▸ **TASK DESCRIPTION**: Read the records and gather each line that includes "lineWidth".
*** EXERCISE MATERIALS Section Begins ***
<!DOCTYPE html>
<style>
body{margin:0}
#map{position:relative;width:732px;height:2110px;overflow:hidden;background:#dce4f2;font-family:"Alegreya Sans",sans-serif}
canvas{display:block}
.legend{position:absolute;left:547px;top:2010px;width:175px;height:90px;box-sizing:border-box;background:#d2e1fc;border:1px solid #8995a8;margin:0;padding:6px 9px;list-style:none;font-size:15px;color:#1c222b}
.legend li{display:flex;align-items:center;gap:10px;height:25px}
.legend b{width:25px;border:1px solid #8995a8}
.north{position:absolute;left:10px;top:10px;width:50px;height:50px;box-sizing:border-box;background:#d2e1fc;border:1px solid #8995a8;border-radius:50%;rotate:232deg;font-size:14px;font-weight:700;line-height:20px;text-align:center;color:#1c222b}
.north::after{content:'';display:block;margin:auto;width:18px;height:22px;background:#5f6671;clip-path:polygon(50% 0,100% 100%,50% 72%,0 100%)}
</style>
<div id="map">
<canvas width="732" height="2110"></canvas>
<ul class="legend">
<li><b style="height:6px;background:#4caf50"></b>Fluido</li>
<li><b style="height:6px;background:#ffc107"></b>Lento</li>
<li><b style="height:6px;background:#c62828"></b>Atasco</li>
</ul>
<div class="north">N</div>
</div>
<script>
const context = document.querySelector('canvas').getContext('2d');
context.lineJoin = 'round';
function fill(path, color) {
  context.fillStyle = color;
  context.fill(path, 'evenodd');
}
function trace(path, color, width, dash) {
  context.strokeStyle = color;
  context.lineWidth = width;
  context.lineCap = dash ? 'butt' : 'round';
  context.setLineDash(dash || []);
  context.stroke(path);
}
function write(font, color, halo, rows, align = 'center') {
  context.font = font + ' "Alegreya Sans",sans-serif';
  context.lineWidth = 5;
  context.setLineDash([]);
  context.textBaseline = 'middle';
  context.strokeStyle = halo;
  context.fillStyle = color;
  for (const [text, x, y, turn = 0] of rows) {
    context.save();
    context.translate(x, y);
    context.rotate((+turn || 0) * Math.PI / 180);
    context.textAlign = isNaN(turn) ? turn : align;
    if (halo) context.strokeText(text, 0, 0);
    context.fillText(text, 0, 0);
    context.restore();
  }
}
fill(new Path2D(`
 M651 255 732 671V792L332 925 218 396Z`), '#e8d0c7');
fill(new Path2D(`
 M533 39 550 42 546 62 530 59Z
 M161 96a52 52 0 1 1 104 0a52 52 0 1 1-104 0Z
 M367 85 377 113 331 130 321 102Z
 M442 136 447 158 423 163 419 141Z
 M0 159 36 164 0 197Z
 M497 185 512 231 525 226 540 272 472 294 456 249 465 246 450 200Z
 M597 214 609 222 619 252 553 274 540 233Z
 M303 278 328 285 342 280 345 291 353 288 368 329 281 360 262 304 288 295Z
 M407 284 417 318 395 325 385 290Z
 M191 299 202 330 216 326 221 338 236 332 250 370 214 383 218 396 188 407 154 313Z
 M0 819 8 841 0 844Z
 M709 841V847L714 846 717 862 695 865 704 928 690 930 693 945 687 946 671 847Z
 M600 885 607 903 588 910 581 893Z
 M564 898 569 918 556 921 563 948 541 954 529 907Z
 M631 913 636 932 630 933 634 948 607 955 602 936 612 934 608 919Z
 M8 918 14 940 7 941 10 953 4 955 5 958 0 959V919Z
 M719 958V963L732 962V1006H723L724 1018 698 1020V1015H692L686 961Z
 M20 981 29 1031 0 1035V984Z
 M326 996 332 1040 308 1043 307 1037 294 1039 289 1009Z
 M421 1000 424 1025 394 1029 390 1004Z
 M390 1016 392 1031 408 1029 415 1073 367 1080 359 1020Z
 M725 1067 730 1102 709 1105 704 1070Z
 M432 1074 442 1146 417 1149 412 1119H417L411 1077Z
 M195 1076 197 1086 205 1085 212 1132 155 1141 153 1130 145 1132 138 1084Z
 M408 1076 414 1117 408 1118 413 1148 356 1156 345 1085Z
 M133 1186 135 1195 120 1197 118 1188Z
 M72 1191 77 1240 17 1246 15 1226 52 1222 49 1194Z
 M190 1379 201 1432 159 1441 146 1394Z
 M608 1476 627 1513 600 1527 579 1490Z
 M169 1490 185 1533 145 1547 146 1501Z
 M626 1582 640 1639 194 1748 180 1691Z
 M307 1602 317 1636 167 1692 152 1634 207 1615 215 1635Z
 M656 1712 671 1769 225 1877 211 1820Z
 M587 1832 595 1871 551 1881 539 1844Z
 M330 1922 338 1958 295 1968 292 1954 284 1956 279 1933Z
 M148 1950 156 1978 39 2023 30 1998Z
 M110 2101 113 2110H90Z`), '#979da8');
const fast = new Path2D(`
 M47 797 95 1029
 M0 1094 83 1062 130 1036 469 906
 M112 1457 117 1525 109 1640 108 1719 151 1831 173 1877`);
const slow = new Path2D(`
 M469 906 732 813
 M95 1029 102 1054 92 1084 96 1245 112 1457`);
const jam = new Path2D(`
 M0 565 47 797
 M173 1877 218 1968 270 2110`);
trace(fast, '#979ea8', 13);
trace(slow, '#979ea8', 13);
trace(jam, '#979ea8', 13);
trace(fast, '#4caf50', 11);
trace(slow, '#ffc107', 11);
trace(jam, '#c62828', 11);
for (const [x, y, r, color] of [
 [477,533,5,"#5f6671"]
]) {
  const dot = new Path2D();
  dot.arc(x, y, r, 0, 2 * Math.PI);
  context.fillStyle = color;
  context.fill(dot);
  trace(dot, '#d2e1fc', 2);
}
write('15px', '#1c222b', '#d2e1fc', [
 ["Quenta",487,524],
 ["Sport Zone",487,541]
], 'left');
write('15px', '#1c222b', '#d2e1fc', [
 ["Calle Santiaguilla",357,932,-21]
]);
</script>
*** EXERCISE MATERIALS Section Ends ***
▸ **SOLUTION FOR THIS EXERCISE**:
  context.lineWidth = width;
  context.lineWidth = 5;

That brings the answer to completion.